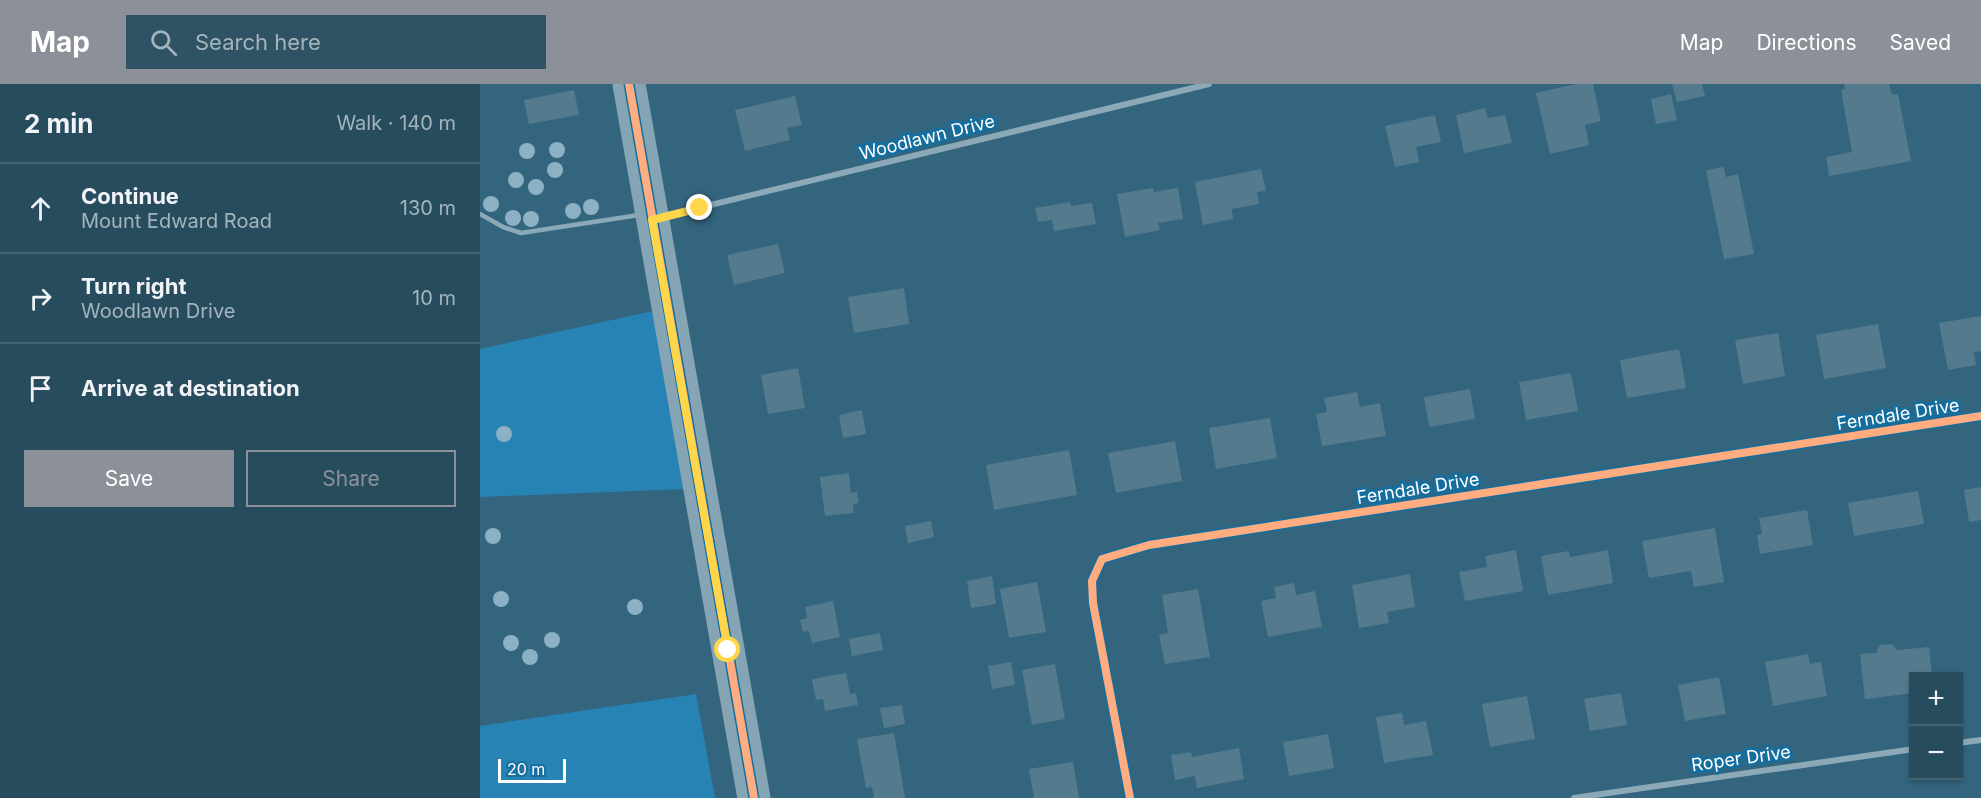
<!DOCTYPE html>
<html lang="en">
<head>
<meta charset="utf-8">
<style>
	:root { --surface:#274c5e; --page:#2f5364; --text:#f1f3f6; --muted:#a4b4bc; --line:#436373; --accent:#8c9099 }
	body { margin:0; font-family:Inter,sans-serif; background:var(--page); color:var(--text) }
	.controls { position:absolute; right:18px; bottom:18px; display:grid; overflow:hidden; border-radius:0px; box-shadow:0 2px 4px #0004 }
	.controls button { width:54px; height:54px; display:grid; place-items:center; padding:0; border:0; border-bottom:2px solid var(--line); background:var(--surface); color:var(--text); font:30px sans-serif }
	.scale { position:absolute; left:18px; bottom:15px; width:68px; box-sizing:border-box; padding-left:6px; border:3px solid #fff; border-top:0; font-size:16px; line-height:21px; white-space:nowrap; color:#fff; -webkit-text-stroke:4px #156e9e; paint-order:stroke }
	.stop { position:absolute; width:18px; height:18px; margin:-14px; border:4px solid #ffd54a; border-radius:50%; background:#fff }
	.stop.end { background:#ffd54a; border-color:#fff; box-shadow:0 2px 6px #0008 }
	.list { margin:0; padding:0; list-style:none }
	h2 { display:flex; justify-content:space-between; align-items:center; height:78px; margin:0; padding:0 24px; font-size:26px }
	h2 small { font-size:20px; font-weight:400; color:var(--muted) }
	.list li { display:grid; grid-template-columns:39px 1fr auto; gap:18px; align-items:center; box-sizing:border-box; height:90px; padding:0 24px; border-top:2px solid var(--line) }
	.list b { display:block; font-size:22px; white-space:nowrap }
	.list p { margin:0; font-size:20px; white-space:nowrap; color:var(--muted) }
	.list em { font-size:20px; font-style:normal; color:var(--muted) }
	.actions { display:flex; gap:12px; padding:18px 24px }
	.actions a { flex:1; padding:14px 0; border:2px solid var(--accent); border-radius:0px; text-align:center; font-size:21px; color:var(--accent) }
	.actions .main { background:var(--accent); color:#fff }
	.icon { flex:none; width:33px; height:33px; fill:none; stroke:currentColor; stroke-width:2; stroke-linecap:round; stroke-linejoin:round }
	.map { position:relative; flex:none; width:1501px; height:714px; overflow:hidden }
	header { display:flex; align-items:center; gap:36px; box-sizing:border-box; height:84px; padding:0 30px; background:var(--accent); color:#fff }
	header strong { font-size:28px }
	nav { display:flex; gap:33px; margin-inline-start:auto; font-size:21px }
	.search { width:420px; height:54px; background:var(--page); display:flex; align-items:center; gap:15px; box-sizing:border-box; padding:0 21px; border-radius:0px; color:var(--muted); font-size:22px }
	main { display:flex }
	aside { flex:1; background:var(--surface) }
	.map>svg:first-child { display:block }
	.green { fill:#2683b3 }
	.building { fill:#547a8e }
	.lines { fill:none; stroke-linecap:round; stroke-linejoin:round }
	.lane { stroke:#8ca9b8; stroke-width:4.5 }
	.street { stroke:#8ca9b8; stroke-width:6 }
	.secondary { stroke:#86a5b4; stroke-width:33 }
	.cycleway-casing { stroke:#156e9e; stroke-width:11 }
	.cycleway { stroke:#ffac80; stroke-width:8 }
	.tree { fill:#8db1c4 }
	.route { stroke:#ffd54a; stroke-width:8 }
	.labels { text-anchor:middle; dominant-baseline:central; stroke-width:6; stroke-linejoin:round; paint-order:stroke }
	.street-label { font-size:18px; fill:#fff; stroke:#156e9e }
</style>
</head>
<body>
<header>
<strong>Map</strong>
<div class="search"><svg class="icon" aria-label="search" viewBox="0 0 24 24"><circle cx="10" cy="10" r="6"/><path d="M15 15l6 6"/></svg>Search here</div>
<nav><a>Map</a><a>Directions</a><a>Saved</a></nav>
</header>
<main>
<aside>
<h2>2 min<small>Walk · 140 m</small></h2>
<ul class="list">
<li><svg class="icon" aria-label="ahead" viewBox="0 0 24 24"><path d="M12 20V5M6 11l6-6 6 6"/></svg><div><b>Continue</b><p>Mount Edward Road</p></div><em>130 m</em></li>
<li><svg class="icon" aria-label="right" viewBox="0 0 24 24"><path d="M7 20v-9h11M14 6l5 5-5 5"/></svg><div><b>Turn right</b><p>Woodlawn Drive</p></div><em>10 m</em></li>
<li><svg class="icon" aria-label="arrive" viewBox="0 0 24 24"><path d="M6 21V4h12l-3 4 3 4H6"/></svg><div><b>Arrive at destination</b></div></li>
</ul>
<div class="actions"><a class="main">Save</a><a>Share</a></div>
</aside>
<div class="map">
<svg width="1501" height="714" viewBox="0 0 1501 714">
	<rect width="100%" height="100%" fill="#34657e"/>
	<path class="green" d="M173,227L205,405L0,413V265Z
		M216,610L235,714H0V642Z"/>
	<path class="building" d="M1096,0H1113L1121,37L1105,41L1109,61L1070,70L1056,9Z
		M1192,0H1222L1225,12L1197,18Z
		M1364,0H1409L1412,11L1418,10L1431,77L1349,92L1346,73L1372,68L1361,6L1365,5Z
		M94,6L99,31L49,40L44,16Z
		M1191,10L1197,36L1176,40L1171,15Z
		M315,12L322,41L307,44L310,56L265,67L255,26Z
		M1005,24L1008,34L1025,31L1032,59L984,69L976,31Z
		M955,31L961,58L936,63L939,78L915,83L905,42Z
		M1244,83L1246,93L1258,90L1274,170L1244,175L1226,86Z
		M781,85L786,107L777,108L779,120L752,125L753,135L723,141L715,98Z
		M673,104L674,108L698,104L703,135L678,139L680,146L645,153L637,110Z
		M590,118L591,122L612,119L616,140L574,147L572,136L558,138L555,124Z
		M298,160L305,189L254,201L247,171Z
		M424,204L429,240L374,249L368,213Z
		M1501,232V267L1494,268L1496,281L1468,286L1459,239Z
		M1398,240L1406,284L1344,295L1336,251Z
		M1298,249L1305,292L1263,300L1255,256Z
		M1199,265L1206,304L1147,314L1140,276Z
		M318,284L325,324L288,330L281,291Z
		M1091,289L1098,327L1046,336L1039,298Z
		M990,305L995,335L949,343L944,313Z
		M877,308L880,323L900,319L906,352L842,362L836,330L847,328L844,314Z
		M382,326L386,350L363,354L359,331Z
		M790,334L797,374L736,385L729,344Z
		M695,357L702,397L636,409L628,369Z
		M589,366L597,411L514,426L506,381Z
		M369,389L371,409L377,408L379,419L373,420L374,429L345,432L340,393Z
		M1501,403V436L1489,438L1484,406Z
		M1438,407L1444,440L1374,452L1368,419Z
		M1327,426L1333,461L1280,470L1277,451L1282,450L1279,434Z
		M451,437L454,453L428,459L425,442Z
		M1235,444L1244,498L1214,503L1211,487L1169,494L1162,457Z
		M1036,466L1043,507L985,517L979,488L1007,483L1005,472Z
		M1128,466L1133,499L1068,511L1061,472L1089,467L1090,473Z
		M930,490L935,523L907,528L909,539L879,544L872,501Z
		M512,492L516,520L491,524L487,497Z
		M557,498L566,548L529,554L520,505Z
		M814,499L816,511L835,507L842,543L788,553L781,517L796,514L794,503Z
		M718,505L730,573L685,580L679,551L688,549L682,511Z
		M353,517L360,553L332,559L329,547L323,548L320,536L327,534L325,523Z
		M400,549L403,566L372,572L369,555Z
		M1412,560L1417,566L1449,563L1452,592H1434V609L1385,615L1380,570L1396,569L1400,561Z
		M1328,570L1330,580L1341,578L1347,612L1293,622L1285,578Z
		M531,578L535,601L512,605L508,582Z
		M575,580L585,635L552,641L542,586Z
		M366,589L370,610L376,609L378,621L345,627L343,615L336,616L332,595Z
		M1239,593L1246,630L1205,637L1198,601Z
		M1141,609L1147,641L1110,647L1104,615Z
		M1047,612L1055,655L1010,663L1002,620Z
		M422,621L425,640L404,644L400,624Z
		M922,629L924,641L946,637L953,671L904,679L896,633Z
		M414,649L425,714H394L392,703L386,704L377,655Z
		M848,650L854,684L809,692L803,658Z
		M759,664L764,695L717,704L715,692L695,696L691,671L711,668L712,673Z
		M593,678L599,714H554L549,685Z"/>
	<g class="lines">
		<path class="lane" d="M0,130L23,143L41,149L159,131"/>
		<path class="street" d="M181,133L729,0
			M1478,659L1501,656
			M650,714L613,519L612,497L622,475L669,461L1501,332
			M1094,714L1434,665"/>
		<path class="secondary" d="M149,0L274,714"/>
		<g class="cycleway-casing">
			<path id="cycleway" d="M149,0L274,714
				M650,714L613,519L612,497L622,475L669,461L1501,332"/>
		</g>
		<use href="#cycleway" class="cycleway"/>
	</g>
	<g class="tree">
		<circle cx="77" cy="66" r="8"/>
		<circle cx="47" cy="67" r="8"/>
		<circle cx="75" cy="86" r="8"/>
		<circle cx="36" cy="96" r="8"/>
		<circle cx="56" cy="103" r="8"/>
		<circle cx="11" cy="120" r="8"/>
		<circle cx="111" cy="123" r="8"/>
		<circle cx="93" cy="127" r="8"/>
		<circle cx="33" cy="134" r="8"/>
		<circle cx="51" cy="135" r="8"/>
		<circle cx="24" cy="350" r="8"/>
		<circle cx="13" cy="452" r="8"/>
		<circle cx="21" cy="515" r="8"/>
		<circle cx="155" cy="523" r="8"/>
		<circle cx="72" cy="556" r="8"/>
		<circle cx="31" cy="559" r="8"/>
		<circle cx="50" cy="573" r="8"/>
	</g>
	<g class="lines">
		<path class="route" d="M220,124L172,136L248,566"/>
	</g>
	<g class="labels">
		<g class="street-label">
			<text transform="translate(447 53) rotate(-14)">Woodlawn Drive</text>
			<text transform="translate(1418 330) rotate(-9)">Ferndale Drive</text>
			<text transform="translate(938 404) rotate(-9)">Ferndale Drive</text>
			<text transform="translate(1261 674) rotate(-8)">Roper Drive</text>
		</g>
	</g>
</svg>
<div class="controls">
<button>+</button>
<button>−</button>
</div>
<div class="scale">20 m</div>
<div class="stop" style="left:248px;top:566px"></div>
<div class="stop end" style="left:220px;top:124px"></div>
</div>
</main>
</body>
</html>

** Assignment **
Out of the preceding entries, pull each line that contains the word "shadow".

** Exercise output **
	.controls { position:absolute; right:18px; bottom:18px; display:grid; overflow:hidden; border-radius:0px; box-shadow:0 2px 4px #0004 }
	.stop.end { background:#ffd54a; border-color:#fff; box-shadow:0 2px 6px #0008 }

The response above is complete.